NASA scientists have proposed a new technology that would park a robotic space station in space. Those satellites currently floating in Earth's orbit don't power themselves, you know. The galactic Chevron would be used to service the thousands of satellites currently circling our home planet—these are the same satellites being used to ensure you are fed an uninterrupted feed of Orange County Housewives.

With no way to refuel currently, satellites are often "retired" because they're no longer useful. NASA's new idea, however, could ensure these expensive machines live out many more productive years of life. That means, of course, less unused junkers littering the darkening orbit of Earth.
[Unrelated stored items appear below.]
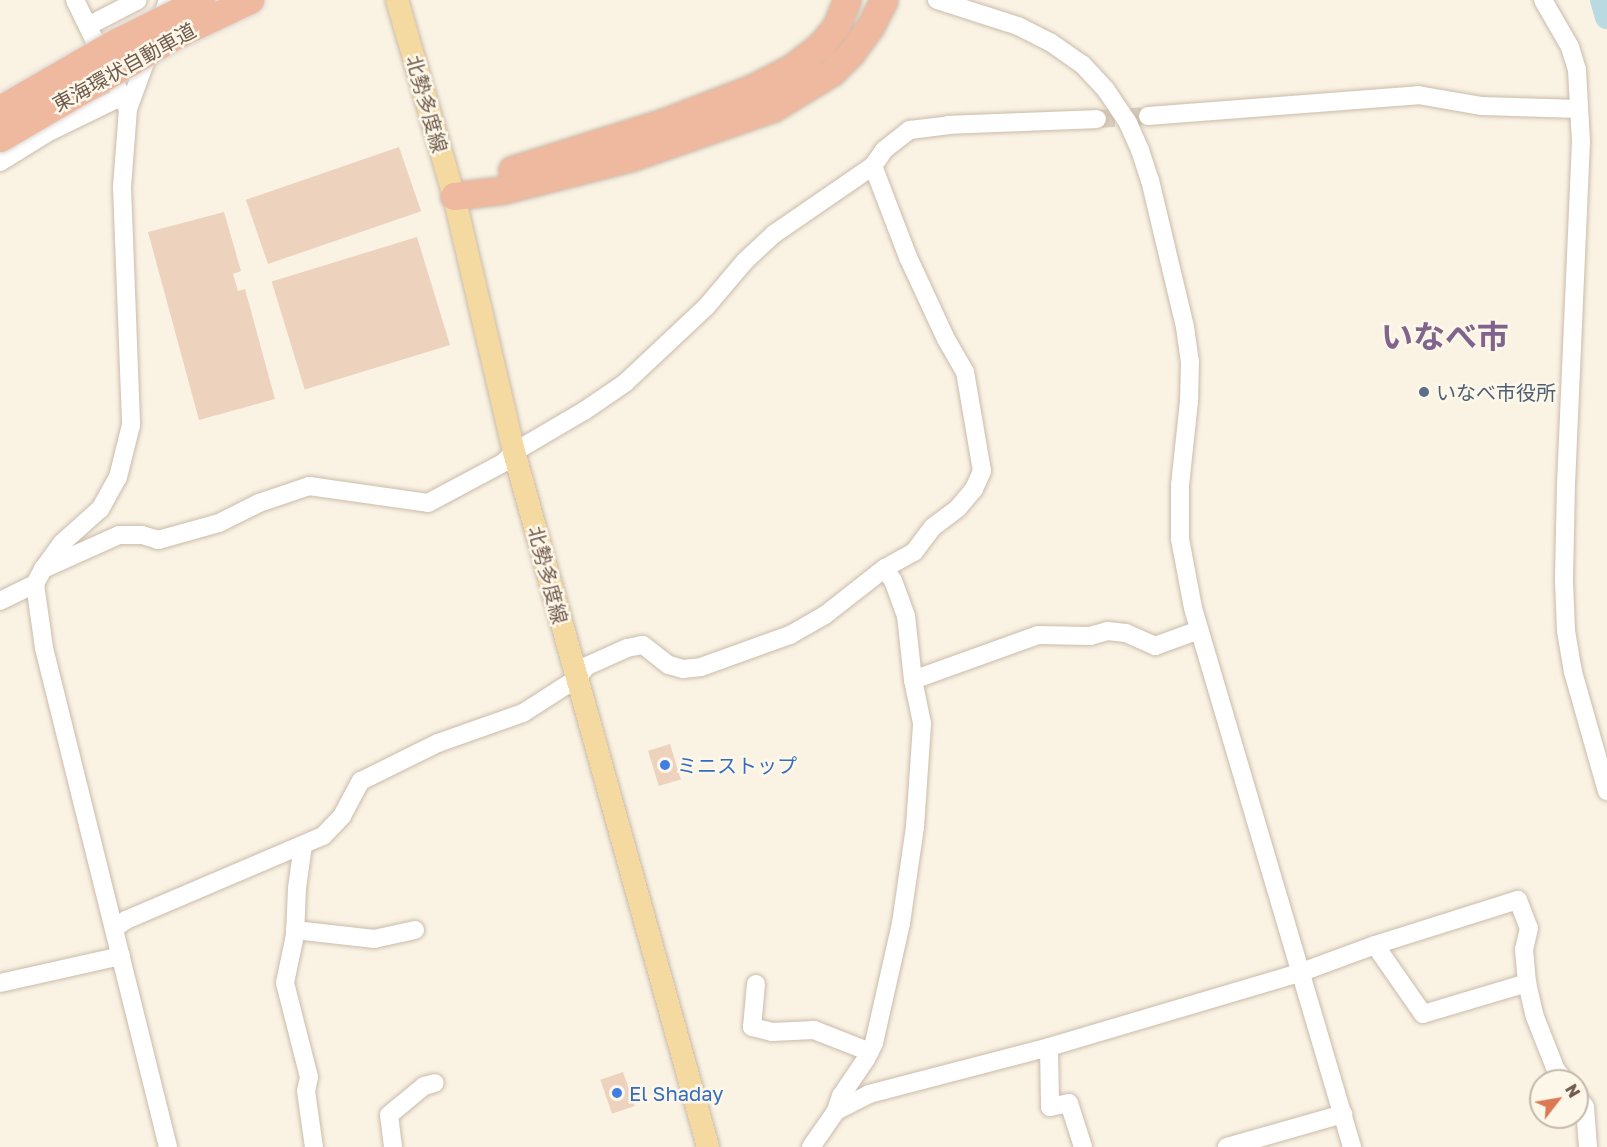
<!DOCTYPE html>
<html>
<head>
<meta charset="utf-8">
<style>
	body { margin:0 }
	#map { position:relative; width:1607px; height:1147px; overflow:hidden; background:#faf3e4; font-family:"Golos Text","Noto Sans JP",sans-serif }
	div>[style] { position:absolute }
	.river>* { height:24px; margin:-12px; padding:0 12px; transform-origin:12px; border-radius:12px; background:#badae2 }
	.building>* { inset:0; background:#edd3be; transform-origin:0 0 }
	.minor-tunnel>* { height:18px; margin-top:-9px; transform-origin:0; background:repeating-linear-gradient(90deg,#d8cdbe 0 18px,transparent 0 27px) }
	.roads { filter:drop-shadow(0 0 2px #cabbab) drop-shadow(0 0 2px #cabbab) }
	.minor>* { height:18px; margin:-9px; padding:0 9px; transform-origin:9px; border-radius:9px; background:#fff }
	.major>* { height:22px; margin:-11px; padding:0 11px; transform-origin:11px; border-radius:11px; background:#f4daa1 }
	.highway>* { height:27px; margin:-13.5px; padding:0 13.5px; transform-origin:13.5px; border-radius:13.5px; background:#efb9a0 }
	.bridges { filter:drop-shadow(0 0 2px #dad4d0) drop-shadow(0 0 2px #dad4d0) }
	.highway-bridge>* { height:27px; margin:-13.5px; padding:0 13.5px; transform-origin:13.5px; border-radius:13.5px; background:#efb9a0 }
	.dots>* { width:16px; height:16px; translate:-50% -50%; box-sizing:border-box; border:3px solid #fdf7ea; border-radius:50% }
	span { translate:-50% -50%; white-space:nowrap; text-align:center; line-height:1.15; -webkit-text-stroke:5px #fdf7ea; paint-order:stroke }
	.street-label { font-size:20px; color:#705b4c }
	.service-label { font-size:20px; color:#4e5e75 }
	.left { translate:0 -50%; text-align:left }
	.shop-label { font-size:20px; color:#366cbe }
	.town-label { font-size:32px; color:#81648c; font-weight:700 }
	.north { position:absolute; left:1529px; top:1069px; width:60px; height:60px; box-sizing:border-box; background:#fdf7ea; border:2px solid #c5b9ab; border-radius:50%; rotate:59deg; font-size:16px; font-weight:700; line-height:24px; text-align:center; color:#705b4c }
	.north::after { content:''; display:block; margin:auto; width:21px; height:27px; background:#da7953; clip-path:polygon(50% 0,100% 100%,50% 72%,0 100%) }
</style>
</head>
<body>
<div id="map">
	<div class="river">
		<i style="left:1602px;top:0;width:18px;rotate:74deg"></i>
	</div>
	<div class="building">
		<i style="left:399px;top:147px;width:68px;height:162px;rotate:71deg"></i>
		<i style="clip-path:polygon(224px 212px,241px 271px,233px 274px,238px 291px,245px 289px,275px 399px,199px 420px,148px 232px)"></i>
		<i style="left:417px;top:237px;width:113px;height:152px;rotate:73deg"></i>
		<i style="left:670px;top:744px;width:37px;height:23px;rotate:73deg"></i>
		<i style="left:623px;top:1072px;width:36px;height:24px;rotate:71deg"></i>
	</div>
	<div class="minor-tunnel">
		<i style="left:1097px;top:119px;width:51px;rotate:-3.4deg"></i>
	</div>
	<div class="roads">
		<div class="minor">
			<i style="left:75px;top:0;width:121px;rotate:64.1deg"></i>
			<i style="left:128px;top:109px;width:78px;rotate:94.4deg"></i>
			<i style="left:122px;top:187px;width:238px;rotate:87.8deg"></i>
			<i style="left:131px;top:425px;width:54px;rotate:104deg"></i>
			<i style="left:118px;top:477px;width:37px;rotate:119deg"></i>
			<i style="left:100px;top:509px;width:51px;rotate:138.2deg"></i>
			<i style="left:62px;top:543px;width:32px;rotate:126deg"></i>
			<i style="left:43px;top:569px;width:17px;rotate:118deg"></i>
			<i style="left:35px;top:584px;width:65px;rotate:82deg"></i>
			<i style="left:44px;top:648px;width:514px;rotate:76.04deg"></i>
			<i style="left:937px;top:0;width:85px;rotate:17.8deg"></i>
			<i style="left:1018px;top:26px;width:36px;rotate:27deg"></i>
			<i style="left:1050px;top:42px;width:39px;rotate:35deg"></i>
			<i style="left:1082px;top:64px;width:35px;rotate:47deg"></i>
			<i style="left:1106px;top:90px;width:40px;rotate:56deg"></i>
			<i style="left:1128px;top:123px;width:30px;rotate:66deg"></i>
			<i style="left:1140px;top:150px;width:32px;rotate:72deg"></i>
			<i style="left:1150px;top:180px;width:151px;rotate:76.6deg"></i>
			<i style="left:1185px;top:327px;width:34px;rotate:82deg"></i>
			<i style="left:1190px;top:361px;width:40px;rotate:91.4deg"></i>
			<i style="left:1189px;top:401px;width:84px;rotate:96.1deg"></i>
			<i style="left:1180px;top:485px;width:54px;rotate:90deg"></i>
			<i style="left:1180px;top:539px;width:70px;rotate:79.3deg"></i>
			<i style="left:1193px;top:608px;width:562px;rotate:73.56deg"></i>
			<i style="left:1543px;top:0;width:54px;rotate:60.1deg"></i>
			<i style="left:1570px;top:47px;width:24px;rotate:73deg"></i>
			<i style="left:1577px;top:70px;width:71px;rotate:86.8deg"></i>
			<i style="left:1581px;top:141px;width:342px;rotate:92.5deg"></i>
			<i style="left:1566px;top:483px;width:98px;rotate:91.2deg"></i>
			<i style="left:1564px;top:581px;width:50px;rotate:87.7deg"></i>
			<i style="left:1566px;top:631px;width:42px;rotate:80.3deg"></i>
			<i style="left:1573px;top:672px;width:124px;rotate:74.1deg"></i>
			<i style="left:88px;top:26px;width:56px;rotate:-27.5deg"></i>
			<i style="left:128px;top:109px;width:116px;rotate:-69.8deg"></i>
			<i style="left:1148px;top:116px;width:271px;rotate:-4.4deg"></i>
			<i style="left:1418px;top:95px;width:65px;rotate:9.8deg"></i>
			<i style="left:1482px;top:106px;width:97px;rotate:1.8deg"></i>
			<i style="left:0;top:162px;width:55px;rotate:-31.7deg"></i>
			<i style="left:47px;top:133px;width:85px;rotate:-26deg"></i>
			<i style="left:43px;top:569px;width:83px;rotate:-24.1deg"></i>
			<i style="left:119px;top:535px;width:23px"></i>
			<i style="left:142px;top:535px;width:17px;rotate:17deg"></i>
			<i style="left:158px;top:540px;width:63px;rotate:-15.6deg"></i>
			<i style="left:219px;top:523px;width:45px;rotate:-26.6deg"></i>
			<i style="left:259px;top:503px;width:53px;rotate:-18.8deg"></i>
			<i style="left:309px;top:486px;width:120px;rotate:8.1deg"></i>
			<i style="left:428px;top:503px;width:85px;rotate:-28.1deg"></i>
			<i style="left:503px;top:463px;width:16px;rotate:-45deg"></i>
			<i style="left:514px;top:452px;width:81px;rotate:-30.4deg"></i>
			<i style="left:584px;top:411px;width:50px;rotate:-34.3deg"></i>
			<i style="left:625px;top:383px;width:111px;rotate:-43.2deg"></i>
			<i style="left:706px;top:307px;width:60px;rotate:-49.7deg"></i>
			<i style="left:745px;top:261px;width:40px;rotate:-43deg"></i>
			<i style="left:774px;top:234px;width:120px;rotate:-34.5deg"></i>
			<i style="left:873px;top:166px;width:19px;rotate:-55deg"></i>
			<i style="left:884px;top:150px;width:33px;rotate:-38deg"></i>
			<i style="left:910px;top:130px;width:38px;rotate:-7deg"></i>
			<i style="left:948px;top:125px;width:149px;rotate:-2.3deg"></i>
			<i style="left:0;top:601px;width:39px;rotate:-26deg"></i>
			<i style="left:913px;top:680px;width:133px;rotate:-19.8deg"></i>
			<i style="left:1038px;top:635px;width:52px;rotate:1.1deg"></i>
			<i style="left:1090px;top:636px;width:18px;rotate:-16deg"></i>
			<i style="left:1107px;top:631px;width:19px;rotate:6deg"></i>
			<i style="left:1126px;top:633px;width:32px;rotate:24deg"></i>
			<i style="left:1155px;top:646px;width:47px;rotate:-20deg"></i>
			<i style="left:303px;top:845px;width:43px;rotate:97.9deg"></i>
			<i style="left:297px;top:888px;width:47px;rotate:92.4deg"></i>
			<i style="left:295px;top:935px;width:49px;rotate:101.8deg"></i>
			<i style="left:285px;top:983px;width:97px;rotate:75.7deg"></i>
			<i style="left:309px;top:1077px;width:14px;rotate:102deg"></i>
			<i style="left:306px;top:1091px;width:57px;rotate:81.9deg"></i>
			<i style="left:115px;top:928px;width:14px;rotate:-36deg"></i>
			<i style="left:126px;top:920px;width:214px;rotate:-23.1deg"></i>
			<i style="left:323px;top:836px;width:28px;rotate:-46deg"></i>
			<i style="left:342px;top:816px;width:40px;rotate:-62deg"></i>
			<i style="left:361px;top:781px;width:86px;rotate:-26.3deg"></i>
			<i style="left:438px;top:743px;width:90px;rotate:-19.4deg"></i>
			<i style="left:523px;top:713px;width:63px;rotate:-32.7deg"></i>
			<i style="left:576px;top:679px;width:17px;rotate:-50deg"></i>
			<i style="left:587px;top:666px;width:44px;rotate:-24.2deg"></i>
			<i style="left:627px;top:648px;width:16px;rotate:-11deg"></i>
			<i style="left:643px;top:645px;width:33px;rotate:38deg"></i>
			<i style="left:669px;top:665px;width:15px;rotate:16deg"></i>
			<i style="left:683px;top:669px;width:18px;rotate:-6deg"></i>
			<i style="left:701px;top:667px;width:95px;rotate:-19.8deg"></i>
			<i style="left:790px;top:635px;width:40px;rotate:-29.7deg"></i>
			<i style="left:825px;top:615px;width:76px;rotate:-38.1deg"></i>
			<i style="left:885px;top:568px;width:33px;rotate:-29deg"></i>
			<i style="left:914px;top:552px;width:31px;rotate:-53deg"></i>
			<i style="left:933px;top:527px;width:31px;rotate:-37deg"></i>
			<i style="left:958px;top:508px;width:25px;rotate:-50deg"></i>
			<i style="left:974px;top:489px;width:20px;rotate:-66deg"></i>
			<i style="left:982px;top:471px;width:100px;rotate:-99.7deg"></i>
			<i style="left:965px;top:372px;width:38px;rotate:-120deg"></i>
			<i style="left:946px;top:339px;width:90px;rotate:-114.9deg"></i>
			<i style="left:908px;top:257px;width:97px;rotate:-111deg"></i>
			<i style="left:295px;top:930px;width:80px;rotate:6.5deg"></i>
			<i style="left:374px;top:939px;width:42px;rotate:-12.4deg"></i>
			<i style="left:1375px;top:945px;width:84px;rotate:55.2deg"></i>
			<i style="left:1423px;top:1014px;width:109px;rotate:-16.6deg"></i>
			<i style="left:0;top:983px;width:124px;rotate:-12.6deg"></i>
			<i style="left:756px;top:984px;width:43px;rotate:95.3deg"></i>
			<i style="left:752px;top:1027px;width:21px;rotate:14deg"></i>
			<i style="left:772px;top:1032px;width:42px;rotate:-2.7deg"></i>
			<i style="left:814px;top:1030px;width:60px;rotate:21.4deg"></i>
			<i style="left:1049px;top:1047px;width:60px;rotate:89deg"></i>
			<i style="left:1050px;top:1107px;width:19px;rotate:-12deg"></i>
			<i style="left:1069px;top:1103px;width:46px;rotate:72.3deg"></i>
			<i style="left:1577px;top:1096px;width:14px;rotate:54deg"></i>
			<i style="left:1585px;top:1107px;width:40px;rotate:85.7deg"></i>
			<i style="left:836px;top:1111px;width:37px;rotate:-27deg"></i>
			<i style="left:869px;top:1094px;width:186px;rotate:-14.6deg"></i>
			<i style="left:1049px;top:1047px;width:261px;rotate:-16.5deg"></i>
			<i style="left:1299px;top:973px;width:81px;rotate:-20.2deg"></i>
			<i style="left:1375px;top:945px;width:150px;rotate:-17.5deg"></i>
			<i style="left:1518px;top:900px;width:30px;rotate:69deg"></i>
			<i style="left:1529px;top:928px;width:22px;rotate:103deg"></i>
			<i style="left:1524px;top:949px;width:34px;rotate:85deg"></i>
			<i style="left:1527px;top:983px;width:35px;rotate:77deg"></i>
			<i style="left:1535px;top:1017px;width:57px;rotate:68.4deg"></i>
			<i style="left:1556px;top:1070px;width:14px;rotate:51deg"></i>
			<i style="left:393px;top:1147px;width:32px;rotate:-97deg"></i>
			<i style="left:389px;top:1115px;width:45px;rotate:-39.6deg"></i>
			<i style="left:424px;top:1086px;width:11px;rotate:-15deg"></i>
			<i style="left:811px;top:1147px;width:44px;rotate:-55.2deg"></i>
			<i style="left:836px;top:1111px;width:16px;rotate:-72deg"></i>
			<i style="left:841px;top:1096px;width:45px;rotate:-56deg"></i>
			<i style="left:866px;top:1059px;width:18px;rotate:-63deg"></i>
			<i style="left:874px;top:1043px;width:123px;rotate:-77.3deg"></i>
			<i style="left:901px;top:923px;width:97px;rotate:-81.7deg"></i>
			<i style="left:915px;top:827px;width:104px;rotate:-86.1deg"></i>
			<i style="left:922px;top:723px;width:44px;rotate:-101.8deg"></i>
			<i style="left:913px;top:680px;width:64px;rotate:-96.2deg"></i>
			<i style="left:906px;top:616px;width:37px;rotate:-110deg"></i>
			<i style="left:893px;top:581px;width:15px;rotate:-122deg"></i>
			<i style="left:1227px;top:1147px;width:121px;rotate:-15.9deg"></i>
		</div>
		<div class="major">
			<i style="left:397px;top:0;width:204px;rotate:73.8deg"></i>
			<i style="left:454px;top:196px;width:263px;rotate:76.8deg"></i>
			<i style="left:514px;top:452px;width:722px;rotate:74.4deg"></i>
		</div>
		<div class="highway">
			<i style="left:512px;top:170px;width:154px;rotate:-17.4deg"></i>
			<i style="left:659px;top:124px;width:101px;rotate:-21deg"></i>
			<i style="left:753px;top:88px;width:45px;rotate:-27.7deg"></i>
			<i style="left:793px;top:67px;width:34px;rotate:-38deg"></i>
			<i style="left:820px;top:46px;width:25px;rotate:-50deg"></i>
			<i style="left:836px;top:27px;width:29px;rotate:-68deg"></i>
			<i style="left:454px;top:196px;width:49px;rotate:-7deg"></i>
			<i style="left:503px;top:190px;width:133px;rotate:-14.3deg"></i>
			<i style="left:632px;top:157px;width:149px;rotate:-19.2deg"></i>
			<i style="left:773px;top:108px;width:69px;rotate:-31.4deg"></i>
			<i style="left:832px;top:72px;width:27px;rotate:-45deg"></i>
			<i style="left:851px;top:53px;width:32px;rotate:-54deg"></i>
			<i style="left:870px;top:27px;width:30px;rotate:-63deg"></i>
		</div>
	</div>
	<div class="bridges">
		<div class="highway-bridge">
			<i style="left:0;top:109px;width:136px;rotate:-30deg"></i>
			<i style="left:118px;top:41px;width:93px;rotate:-26.3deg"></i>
			<i style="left:0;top:138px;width:206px;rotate:-30.3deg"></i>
			<i style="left:178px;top:34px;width:80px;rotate:-25.3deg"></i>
		</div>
	</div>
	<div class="dots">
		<i style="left:1424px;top:392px;background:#5c6f8a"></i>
		<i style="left:665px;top:765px;background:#3f7fe0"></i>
		<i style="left:617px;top:1093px;background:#3f7fe0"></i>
	</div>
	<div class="street-label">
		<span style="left:124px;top:67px;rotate:-29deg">東海環状自動車道</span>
		<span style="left:427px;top:104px;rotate:74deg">北勢多度線</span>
		<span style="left:548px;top:575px;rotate:75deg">北勢多度線</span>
	</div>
	<div class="service-label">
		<span class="left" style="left:1436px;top:392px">いなべ市役所</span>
	</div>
	<div class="shop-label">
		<span class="left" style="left:677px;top:765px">ミニストップ</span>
		<span class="left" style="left:629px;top:1093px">El Shaday</span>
	</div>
	<div class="town-label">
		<span style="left:1445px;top:336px">いなべ市</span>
	</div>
	<div class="north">N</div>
</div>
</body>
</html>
"NASA hopes to add precious years of functional life to satellites and expand options for operators who face unexpected emergencies, tougher economic demand and aging fleets," said NASA's Bob Granath.

But what happens when the gas station runs out of gas? In addition to building the coolest fueling hub in the known universe, NASA's sky-bound station will also act as a mechanic shop, using robots to fix other robots, too. Space travel isn't a cake-walk, and these floating satellites need just as much nurturing as your poor car.

Early testing on the technology has been promising. describes an instance when an operator located at NASA's Goddard facility was able to remote-control a robot arm at NASA's Kennedy, connecting it to a valve on a simulated satellite.

"One beneficial side effect of refueling satellites in orbit is that it lessens the amount of dangerous space junk in the area just above Earth's atmosphere," Space said.

At this rate, with thousands of satellites in orbit, getting off this rock we call home might be like playing a space-based Frogger. Refueling these man-made meteors could ensure more TV signals get pumped to your home, sure. Or is it just delaying the inevitable rogue satellite from crashing back down on Earth?